The board reasoned that most politicians bring their political habits along to the business they are handling, which it said results in unscrupulous practices when they run the business.
“The Advisory Board wishes to express in the strongest possible terms its concern about the government’s long-held practice of appointing party politicians as chairmen of GLCs.
“In every instance, they have fallen well below the ethical standards we have come to expect from those in positions of trust,” chairman Tunku Abdul Aziz Tunku Ibrahim said in a statement today.
He went on to explain that despite there being some ethical politicians, most of them do not have the discipline of being a good corporate leader, and as such Putrajaya should help curb the practice to avoid further corruption.
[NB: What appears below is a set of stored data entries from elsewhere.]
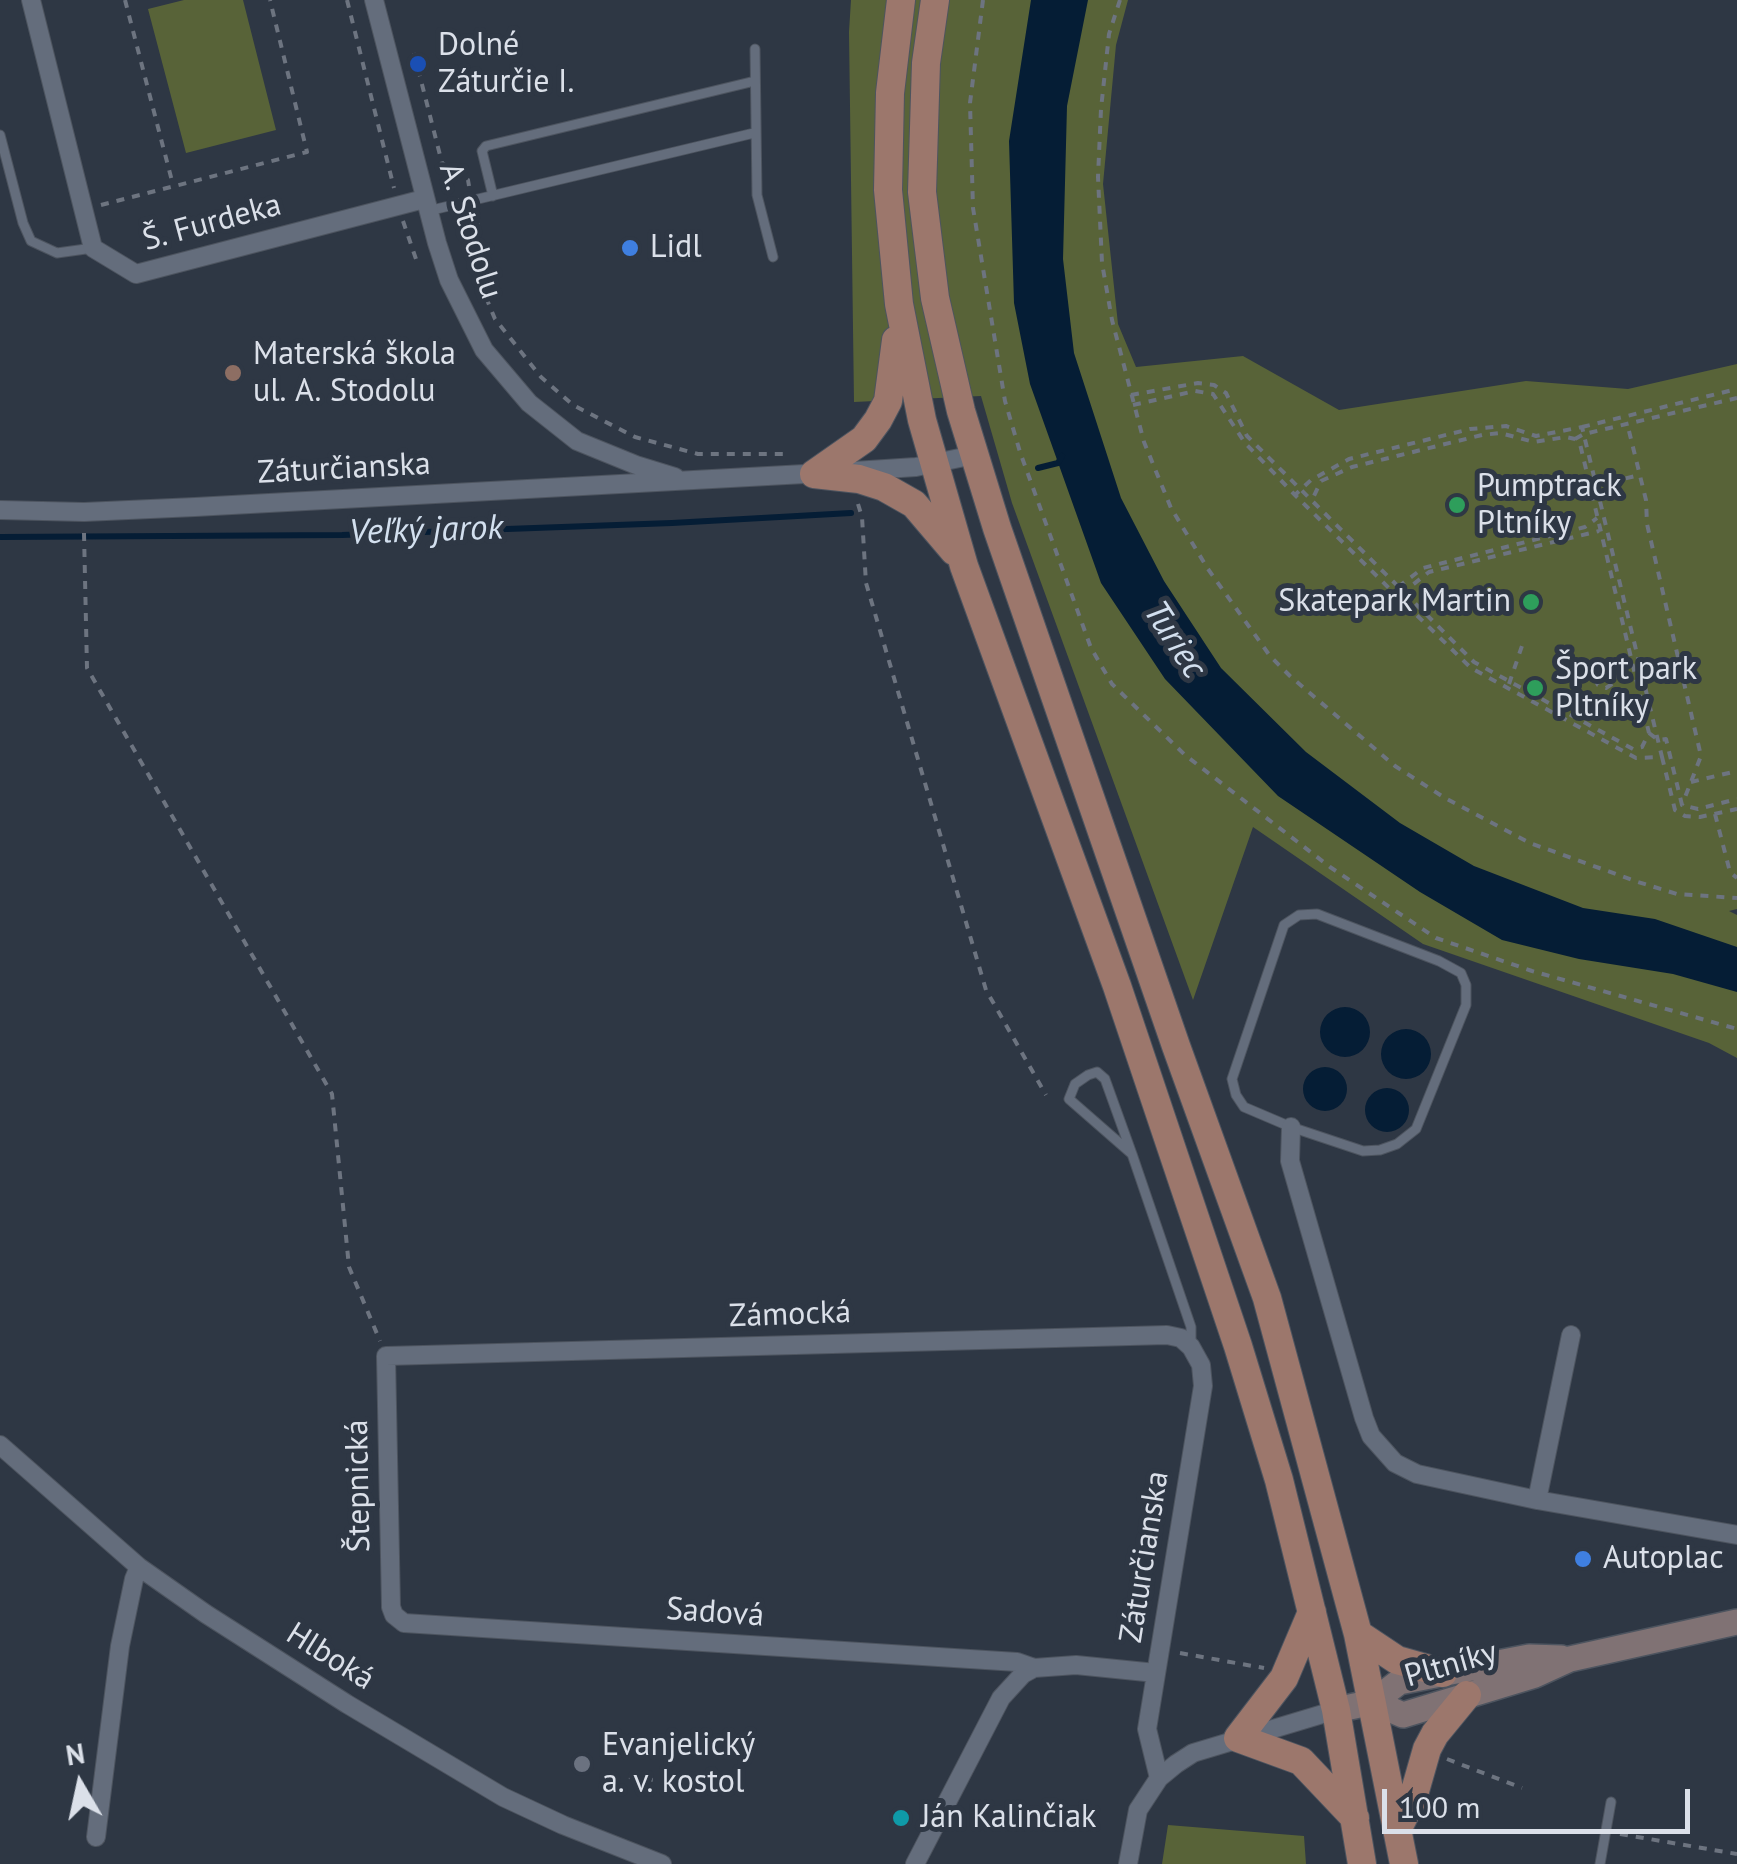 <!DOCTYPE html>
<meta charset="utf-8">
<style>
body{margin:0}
#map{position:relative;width:1737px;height:1864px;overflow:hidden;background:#2e3744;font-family:"PT Sans",sans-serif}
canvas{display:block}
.north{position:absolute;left:30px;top:1734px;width:100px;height:100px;-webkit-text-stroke:8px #2e3744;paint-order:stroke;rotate:351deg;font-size:28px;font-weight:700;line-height:40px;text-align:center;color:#dbe0e9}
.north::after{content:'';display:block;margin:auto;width:35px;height:45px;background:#dbe0e9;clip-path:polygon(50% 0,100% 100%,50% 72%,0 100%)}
.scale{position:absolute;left:1382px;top:1789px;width:308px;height:45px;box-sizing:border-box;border:5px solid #dbe0e9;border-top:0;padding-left:12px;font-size:30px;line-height:35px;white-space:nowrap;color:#dbe0e9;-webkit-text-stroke:8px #2e3744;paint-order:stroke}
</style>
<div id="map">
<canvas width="1737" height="1864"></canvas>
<div class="north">N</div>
<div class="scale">100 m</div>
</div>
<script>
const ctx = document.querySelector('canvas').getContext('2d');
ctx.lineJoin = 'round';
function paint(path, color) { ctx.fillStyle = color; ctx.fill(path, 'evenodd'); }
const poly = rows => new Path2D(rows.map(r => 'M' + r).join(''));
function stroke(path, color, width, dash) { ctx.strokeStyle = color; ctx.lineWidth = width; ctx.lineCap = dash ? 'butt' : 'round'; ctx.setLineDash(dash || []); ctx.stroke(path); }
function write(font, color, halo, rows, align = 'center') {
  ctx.font = font + ' "PT Sans",sans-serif'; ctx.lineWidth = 10; ctx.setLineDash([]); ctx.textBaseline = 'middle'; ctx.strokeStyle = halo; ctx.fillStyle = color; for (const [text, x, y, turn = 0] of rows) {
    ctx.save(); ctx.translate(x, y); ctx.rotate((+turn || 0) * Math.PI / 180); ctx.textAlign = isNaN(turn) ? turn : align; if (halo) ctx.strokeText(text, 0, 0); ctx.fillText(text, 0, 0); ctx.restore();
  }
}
const green = poly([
 [184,0,243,0,276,130,186,153,148,9],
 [851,0,1128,0,1116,45,1103,184,1118,324,1136,367,1243,356,1339,410,1526,381,1628,389,1737,364,1737,909,1729,911,1737,915,1737,1058,1709,1043,1423,944,1253,827,1193,1000,1012,503,981,396,854,402,849,32],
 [1168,1825,1304,1836,1306,1864,1162,1864]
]);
const water = poly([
 [1031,0,1088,0,1067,106,1063,259,1074,353,1121,498,1164,581,1221,668,1306,752,1400,823,1474,866,1583,908,1655,919,1737,947,1737,992,1673,974,1579,959,1502,940,1420,892,1278,796,1165,679,1101,583,1030,384,1014,303,1009,141],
 '1320 1032a25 25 0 1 1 50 0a25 25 0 1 1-50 0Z',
 '1381 1054a25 25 0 1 1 50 0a25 25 0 1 1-50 0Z',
 '1303 1089a22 22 0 1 1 44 0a22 22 0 1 1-44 0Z',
 '1365 1110a22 22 0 1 1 44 0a22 22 0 1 1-44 0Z'
]);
const stream = poly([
 [1038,468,1058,463,1062,456],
 [0,537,342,535,672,523,851,513]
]);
const path = poly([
 [125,0,173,185],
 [347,0,394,188],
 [983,0,970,103,973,208,1005,401,1020,452,1091,648,1112,684,1185,755,1330,867,1436,938,1532,971,1737,1029],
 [1120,0,1109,34,1101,109,1098,177,1102,263,1112,320,1144,442,1171,508,1208,569,1270,656,1290,676,1395,766,1445,798,1530,843,1638,882,1677,894,1737,898],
 [414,53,442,163,468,180,469,186],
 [101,205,307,152,270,0],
 [403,221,416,259],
 [478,223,467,252,495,319,541,377,573,405,635,437,698,454,790,454],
 [1131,395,1198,383,1214,385,1226,393,1247,436,1474,662,1633,749,1642,747,1649,733,1580,444,1575,439,1566,437,1534,442,1500,433,1482,435,1352,467,1321,481,1312,500],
 [1133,405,1195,391,1213,394,1245,443,1295,495,1398,597,1471,668,1636,758,1662,757,1582,427,1536,436,1506,426,1470,429,1349,459,1311,480,1295,495],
 [1582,427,1737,389],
 [1629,431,1646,500,1647,524,1701,756,1682,805],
 [1575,439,1584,434,1737,398],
 [1610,482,1640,475],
 [858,504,862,517,866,583,986,990,1046,1095],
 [84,533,87,668,332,1094,349,1267,380,1341],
 [1398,587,1423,568,1585,527,1597,518],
 [1401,594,1429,572,1599,531],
 [1619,671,1618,680,1606,688,1598,685,1592,674,1595,666,1603,662,1613,664,1619,671,1635,667],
 [1509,684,1524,640],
 [1649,733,1658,740,1666,739,1682,805,1698,809,1737,799],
 [1662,757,1675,810,1685,816,1700,817,1737,809],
 [1691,782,1737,771],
 [1715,814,1730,872,1737,878],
 [1180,1653,1264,1668],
 [1447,1759,1522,1788],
 [629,1777,730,1789],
 [1620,1834,1737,1854]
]);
const lane = poly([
 [755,49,757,195,773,257],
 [0,135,23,223,31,241,57,253,93,248],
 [493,196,482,151,486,146,755,81],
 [428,211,754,133],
 [1317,914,1439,961,1461,973,1466,985,1466,1005,1416,1129,1397,1144,1380,1150,1363,1151,1291,1127,1244,1107,1236,1095,1232,1079,1284,925,1299,915,1317,914],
 [1132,1154,1105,1079,1097,1072,1088,1075,1075,1084,1069,1099,1132,1154,1191,1327,1191,1344],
 [1600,1864,1611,1802]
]);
const street = poly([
 [31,0,93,248,136,274,424,199],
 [374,0,437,243,449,280,484,350,529,403,577,441,636,465,675,477],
 [854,471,916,467,974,455],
 [0,510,84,512,195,507,823,473],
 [1291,1127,1290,1161,1364,1418,1371,1436,1395,1463,1417,1474,1537,1500,1737,1535],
 [0,1445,139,1567,206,1614,347,1704,503,1797,563,1825,662,1864],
 [1537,1500,1571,1335],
 [1034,1668,1017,1662,404,1623,394,1615,391,1607,386,1356,1167,1335,1181,1338,1191,1347,1201,1365,1203,1386,1147,1729,1159,1778],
 [96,1837,120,1646,134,1579,139,1567],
 [915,1864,1001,1698,1023,1674,1034,1668,1076,1665,1156,1673],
 [1128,1864,1138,1810,1159,1778,1176,1764,1193,1753,1336,1710]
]);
const secondary = poly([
 [1373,1702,1403,1715,1535,1675,1570,1659,1737,1622],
 [1336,1710,1373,1702,1399,1682,1529,1657,1561,1658]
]);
const primary = poly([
 [901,0,890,93,888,190,899,304,922,420,964,566,1117,986,1238,1346,1279,1480,1336,1710,1362,1864],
 [935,0,926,63,922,192,935,298,961,411,997,528,1176,1046,1267,1298,1358,1634,1404,1864],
 [814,474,864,439,878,420,888,401,896,340],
 [814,474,859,479,884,487,914,504,954,551],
 [1312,1612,1284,1678,1238,1738,1301,1761,1355,1818],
 [1358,1634,1397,1660,1443,1673],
 [1399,1826,1413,1798,1427,1749,1435,1734,1467,1695]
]);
const markers = [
 [418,64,10,"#1a4fb4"],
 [630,248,10,"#3f7fe0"],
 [233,373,10,"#8d6e63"],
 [1457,505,10,"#2e9e5b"],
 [1531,602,10,"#2e9e5b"],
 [1535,688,10,"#2e9e5b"],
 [1583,1559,10,"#3f7fe0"],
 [582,1764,10,"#6b7280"],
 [901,1818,10,"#0f9aa8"]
];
const poiNames = [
 ["Dolné",438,46],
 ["Záturčie I.",438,83],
 ["Lidl",650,248],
 ["Materská škola",253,355],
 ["ul. A. Stodolu",253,392],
 ["Pumptrack",1477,487],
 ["Pltníky",1477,524],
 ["Skatepark Martin",1511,602,"right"],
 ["Šport park",1555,670],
 ["Pltníky",1555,707],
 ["Autoplac",1603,1559],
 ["Evanjelický",602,1746],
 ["a. v. kostol",602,1783],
 ["Ján Kalinčiak",921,1818]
];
const streetNames = [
 ["Š. Furdeka",212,223,-15],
 ["A. Stodolu",470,231,72],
 ["Záturčianska",344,469,-3],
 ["Zámocká",790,1315,-2],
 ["Štepnická",359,1486,-91],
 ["Záturčianska",1145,1557,-81],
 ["Sadová",715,1613,4],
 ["Hlboká",330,1657,32],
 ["Pltníky",1451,1665,-16]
];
const waterNames = [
 ["Veľký jarok",426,531,-2],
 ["Turiec",1174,640,57]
];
paint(green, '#586338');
paint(water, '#051d35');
stroke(stream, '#051d35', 6);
stroke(lane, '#4d545f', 11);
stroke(street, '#4d545f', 20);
stroke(secondary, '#4d545f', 28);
stroke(primary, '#4d545f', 30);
stroke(path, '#6d7480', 4, [8, 8]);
stroke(lane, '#646d7c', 9);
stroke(street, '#646d7c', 18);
stroke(secondary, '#807274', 25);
stroke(primary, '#9c776c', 28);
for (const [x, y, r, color] of markers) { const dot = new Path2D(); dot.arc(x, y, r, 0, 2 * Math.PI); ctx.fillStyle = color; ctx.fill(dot); stroke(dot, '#2e3744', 4); }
write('32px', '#dbe0e9', '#2e3744', poiNames, 'left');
write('32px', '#dbe0e9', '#2e3744', streetNames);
write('italic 35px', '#d3e0ef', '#2e3744', waterNames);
</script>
“Politicians, by and large, bring to the job the political habits...which are at variance with the requirements of disciplined corporate leadership, based on uncompromising trust.
“The government has a clear duty to do away with this unhealthy practice which is not helping in the fight against corruption,” Tunku Aziz said.
Touching on the FGV case, the board praised the MACC for its swift investigation as it was a high profile case.
Tunku Aziz also noted that as the case is of “immense public interest”, the concerns of corruption in FGV have to immediately be addressed.
FGV president and CEO Datuk Zakaria Arshad and three other FGV officials have been put on indefinite leave this week pending internal scrutiny into alleged irregularities over the delayed payment owed to a subsidiary, Delima Oil Products Sdn Bhd, and Afghan firm Safitex.
The others suspended alongside Zakaria were FGV chief financial officer Ahmad Tifli Mohd Talha, FGV Trading chief executive officer Ahmad Salman Omar, and Delima Oil Products senior general manager Kamarzaman Abd Karim.